*How to complete this task*:
Bring together every line in the data that includes "MONTVILLE".
═════ Source material ═════
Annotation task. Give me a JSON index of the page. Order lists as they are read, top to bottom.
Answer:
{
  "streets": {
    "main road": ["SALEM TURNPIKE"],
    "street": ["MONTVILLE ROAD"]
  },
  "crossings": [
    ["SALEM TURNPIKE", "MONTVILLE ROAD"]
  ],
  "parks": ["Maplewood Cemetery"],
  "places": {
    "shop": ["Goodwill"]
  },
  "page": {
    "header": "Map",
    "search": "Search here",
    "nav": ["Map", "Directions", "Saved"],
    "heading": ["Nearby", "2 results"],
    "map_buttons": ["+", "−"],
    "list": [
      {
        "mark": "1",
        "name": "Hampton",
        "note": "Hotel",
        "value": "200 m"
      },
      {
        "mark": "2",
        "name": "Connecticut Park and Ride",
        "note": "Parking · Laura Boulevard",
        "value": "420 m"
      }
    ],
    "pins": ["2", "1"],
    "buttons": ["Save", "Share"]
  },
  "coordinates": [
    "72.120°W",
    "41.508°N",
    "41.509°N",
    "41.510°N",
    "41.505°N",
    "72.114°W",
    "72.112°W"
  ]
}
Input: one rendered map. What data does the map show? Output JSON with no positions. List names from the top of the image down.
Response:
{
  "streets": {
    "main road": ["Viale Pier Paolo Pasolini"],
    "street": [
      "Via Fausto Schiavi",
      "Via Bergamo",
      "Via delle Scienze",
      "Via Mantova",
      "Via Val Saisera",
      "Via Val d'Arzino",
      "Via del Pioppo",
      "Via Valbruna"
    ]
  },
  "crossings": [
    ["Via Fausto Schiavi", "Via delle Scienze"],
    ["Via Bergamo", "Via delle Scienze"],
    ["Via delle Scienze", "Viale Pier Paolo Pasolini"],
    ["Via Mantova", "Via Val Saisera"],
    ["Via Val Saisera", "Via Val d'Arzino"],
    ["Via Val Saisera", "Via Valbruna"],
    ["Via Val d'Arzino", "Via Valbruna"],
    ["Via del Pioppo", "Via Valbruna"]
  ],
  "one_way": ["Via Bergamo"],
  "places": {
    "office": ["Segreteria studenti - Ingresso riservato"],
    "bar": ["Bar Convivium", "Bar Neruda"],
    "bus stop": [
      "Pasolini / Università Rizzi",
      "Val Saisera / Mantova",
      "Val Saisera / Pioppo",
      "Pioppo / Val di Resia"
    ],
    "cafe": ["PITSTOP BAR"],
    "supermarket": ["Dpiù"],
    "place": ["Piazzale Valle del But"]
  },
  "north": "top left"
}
═════
*Result of the exercise*:
    "street": ["MONTVILLE ROAD"]
    ["SALEM TURNPIKE", "MONTVILLE ROAD"]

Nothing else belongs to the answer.